In The Enlightenment Bible, Jonathan
Sheehan presents multiple important issues related to interpretation of the
Bible, its role in the development of modern Europe, and issues of translation
of texts. The question of what went into
the Bible and who decided what it meant is provide an important look at the
intellectual history of early modern Europe, as well as some important clues to
our modern understanding of the Bible.
Sheehan’s argument is particularly interesting in light of the
significant number of modern Americans that profess the belief that the Bible
is the literal truth of God’s word.
The
question of translation and of the books included in the Bible is critical to
both meaning and use of the text.
Although Luther relied on Greek versions of the New Testament in
creating his German vernacular Bible, by the seventeenth some German and
English Protestants were unsatisfied with the stultification and rigidity
enforced by a Protestant hierarchy no less stifling than the Catholic one
supposedly left behind by the Reformation.
In order to break out of this pattern, a select group of scholars
focused on the “original” Greek and Hebrew texts to determine the true meaning
of Biblical passages.
This
work, performed by both professional and amateur translators frequently
included all of the normal scholarly apparatus, providing footnotes with
alternative translations and historical context for contentious passages. This work included reference to apocrypha and
other non-canonical sources, which raised the question of how the received text
of bible came to be, and why these outside sources should be used to aid in
understanding the original text. This
particular issue, which reaches back to the Council of Nicaea, calls into
question the line of argument that suggests that the Bible is always the
product of divine inspiration. This is a
significant issue for many modern Americans in mainstream modern denominations
who base their core values on the belief that the Bible contains the literal
truth regarding creation, the crucifixion, and other Biblical events.
As
a historian, I find this process both troubling and fascinating. It is troubling to me due to its influence on
our ability to “know” or to “understand” the past. In some ways, the seventeenth and eighteenth
centuries feel easier and more comfortable in terms of interpretation of the
motivations and ideals of individual actors.
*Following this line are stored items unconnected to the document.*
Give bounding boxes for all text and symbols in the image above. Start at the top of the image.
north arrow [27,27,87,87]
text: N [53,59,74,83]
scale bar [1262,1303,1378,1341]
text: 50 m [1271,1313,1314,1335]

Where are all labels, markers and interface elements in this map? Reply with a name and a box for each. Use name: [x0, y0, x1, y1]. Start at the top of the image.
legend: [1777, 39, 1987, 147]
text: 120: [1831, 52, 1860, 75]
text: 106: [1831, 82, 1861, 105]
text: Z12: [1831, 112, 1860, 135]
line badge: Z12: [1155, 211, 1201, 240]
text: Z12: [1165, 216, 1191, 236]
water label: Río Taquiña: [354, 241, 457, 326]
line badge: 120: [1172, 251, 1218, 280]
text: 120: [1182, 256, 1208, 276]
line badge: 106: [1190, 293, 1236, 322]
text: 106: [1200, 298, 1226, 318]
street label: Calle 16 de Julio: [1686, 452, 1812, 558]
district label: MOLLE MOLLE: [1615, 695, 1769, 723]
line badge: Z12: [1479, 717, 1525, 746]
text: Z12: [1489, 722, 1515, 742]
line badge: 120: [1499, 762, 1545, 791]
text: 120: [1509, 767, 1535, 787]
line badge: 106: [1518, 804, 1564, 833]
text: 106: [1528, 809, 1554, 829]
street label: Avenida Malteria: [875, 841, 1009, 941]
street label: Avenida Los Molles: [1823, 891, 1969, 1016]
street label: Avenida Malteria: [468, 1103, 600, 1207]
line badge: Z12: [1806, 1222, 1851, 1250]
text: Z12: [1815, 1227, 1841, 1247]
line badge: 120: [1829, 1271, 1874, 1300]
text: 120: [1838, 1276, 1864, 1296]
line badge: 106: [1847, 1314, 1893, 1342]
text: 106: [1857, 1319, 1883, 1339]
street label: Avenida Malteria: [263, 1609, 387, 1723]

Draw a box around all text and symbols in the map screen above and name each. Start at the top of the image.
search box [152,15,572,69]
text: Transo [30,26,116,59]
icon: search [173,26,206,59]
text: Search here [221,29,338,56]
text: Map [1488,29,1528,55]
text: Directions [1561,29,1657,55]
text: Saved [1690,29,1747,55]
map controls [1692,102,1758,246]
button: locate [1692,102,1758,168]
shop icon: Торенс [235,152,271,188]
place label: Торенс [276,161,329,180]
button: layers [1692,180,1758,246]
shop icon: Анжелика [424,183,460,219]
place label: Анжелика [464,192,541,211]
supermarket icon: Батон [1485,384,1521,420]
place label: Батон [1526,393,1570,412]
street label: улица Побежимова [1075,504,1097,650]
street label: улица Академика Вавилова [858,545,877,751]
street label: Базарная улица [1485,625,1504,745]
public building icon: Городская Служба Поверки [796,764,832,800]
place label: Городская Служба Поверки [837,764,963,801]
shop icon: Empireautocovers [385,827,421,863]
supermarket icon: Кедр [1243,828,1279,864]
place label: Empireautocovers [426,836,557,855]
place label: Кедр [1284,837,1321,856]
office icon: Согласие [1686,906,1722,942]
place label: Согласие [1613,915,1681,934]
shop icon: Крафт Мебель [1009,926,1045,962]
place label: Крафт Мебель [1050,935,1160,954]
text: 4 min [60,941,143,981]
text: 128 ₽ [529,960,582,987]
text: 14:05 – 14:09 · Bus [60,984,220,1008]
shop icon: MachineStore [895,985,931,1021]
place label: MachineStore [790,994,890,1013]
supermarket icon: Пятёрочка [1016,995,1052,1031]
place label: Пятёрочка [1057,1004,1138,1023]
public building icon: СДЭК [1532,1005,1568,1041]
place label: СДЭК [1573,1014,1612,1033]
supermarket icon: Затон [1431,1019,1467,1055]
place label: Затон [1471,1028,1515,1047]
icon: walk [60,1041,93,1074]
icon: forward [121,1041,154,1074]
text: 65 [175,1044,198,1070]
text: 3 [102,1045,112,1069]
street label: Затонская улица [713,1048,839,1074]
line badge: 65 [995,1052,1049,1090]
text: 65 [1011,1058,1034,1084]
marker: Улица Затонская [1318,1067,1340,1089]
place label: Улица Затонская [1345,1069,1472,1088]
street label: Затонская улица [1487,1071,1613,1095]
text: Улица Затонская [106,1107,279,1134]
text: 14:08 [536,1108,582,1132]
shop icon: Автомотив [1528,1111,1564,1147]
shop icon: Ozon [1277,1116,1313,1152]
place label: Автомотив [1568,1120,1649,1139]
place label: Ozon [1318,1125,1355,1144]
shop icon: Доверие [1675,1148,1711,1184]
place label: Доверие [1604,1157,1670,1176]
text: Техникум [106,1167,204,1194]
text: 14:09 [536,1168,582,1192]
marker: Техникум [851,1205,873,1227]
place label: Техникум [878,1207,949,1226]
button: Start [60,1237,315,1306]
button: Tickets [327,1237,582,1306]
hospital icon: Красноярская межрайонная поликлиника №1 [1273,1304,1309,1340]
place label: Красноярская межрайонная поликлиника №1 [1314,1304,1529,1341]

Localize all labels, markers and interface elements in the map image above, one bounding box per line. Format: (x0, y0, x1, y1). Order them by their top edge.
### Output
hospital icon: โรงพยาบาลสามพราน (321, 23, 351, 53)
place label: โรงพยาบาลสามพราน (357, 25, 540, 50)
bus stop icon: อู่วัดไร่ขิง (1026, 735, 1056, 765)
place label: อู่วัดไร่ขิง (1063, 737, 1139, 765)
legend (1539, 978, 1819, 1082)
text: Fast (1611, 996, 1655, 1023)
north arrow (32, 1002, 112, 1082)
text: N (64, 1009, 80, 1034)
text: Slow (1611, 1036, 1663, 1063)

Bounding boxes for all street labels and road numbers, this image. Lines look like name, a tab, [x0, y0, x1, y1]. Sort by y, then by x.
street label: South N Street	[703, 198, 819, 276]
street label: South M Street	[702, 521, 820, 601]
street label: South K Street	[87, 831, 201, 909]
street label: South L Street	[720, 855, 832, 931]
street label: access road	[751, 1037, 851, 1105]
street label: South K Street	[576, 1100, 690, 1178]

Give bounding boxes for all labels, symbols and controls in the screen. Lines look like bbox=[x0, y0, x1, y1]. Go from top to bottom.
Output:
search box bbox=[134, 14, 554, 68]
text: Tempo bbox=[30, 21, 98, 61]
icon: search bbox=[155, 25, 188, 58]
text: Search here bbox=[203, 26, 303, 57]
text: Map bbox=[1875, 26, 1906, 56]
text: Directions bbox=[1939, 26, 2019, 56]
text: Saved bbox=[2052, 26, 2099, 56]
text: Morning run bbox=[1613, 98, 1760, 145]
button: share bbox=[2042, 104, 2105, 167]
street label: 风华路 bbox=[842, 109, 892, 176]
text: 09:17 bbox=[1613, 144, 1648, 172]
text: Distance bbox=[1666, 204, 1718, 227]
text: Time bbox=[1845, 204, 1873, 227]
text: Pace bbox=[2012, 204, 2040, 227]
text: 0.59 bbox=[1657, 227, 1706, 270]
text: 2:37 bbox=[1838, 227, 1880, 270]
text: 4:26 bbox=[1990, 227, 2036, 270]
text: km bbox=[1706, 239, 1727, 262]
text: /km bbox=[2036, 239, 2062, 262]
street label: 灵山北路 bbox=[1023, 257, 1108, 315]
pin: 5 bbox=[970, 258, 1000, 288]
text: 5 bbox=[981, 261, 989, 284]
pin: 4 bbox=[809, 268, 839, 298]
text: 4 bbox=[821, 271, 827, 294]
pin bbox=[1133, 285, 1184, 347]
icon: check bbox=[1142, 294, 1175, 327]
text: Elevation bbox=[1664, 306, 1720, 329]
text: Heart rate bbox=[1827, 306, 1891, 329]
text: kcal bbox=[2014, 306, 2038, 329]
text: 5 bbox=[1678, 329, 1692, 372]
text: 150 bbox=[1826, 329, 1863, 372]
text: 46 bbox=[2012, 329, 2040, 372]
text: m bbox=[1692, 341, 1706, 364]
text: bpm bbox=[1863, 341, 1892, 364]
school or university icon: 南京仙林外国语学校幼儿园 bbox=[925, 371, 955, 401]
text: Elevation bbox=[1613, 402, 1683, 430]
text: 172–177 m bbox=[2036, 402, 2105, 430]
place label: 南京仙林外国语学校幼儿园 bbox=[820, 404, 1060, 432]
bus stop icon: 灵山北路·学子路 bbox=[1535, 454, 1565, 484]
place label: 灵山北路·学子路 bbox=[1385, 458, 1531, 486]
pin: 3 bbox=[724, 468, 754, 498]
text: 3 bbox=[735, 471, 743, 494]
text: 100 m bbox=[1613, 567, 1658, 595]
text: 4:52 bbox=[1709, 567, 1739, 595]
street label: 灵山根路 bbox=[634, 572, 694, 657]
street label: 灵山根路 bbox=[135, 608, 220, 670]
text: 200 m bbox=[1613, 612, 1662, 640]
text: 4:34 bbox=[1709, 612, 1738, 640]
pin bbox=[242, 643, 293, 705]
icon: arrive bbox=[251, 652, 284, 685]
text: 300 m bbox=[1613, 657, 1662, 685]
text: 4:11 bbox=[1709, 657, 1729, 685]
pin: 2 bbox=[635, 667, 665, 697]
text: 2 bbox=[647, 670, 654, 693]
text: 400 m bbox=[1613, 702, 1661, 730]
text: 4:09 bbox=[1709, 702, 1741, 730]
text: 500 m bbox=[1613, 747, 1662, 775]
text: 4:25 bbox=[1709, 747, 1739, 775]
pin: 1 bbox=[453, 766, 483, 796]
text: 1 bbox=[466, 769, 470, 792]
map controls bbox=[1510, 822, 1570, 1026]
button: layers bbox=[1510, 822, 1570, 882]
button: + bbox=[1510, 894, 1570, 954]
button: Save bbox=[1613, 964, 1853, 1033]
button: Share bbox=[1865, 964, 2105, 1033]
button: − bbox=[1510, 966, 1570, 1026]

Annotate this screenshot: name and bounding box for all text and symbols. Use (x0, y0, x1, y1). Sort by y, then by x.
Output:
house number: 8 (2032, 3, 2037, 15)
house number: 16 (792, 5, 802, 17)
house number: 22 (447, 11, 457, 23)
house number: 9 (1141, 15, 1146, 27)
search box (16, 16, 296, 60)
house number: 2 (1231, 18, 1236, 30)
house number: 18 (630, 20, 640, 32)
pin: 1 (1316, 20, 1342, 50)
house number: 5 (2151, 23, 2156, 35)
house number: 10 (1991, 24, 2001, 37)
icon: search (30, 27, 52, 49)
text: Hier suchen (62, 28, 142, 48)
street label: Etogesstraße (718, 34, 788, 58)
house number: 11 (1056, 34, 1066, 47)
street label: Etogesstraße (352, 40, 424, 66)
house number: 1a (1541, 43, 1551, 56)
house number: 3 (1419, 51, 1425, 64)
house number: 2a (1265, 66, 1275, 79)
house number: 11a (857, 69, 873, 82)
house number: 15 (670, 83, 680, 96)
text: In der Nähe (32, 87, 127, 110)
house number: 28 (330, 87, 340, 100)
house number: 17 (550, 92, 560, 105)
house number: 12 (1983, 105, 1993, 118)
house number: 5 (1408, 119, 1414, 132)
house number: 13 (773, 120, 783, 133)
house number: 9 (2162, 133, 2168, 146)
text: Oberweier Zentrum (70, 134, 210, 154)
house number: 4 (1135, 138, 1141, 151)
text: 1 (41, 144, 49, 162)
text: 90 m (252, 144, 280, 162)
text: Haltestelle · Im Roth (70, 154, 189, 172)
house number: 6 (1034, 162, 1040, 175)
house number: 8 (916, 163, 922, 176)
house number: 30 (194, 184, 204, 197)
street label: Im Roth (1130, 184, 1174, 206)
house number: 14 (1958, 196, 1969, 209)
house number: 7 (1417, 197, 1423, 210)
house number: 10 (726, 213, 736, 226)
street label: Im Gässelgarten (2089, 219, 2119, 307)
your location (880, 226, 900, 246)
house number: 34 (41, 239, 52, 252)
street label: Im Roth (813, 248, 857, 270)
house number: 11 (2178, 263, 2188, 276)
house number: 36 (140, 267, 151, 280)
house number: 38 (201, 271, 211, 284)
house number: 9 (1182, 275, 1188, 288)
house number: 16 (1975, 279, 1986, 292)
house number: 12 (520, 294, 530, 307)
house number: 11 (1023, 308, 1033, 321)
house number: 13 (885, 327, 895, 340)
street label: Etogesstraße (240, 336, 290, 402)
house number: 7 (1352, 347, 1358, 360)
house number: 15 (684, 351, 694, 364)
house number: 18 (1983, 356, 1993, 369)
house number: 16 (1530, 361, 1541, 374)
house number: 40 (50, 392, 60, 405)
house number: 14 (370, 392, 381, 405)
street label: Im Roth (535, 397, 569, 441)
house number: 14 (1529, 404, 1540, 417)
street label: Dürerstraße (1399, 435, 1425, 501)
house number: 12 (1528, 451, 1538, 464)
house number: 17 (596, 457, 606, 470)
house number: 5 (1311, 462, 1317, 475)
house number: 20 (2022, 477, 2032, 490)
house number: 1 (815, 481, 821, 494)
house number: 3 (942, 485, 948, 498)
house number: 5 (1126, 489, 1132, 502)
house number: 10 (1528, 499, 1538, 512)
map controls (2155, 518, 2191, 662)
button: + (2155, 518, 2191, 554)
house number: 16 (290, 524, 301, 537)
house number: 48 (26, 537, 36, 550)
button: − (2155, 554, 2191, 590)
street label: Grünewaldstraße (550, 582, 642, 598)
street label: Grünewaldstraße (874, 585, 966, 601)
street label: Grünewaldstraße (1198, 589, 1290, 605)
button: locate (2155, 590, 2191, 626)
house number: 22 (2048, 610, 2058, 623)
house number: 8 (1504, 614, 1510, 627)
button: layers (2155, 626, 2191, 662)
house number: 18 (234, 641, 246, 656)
This feeling is enhanced by the amount of written documents available
from those individuals or describing those individuals. However, as Sheehan shows in his discussion
of the change in interpretation of the Bible from a strictly religious to a
cultural document, it is a false sense of security to assume that the surface
sameness allows us to uncritically accept documents. A more detailed understanding of alien and
variegated past culture is necessary before we can argue that they hand a
similar understanding of a given cultural artifact like the Bible.
It
seems that the danger of blindly accepting that past peoples share our view is
particularly present when dealing with shared cultural artifacts like the
Bible, the United States Constitution, or the Magna Carta. The potential problem is that we will project
our own understandings of these documents onto the past. A modern example of this is the modern
political debate over the Second Amendment to the United States Constitution,
in which both sides of the debate attempt to appropriate the “intentions” of
the writers of the Constitution and Bill of Rights. This same debate is played out on similar
terms with the First Amendment guarantee of Freedom of Religion.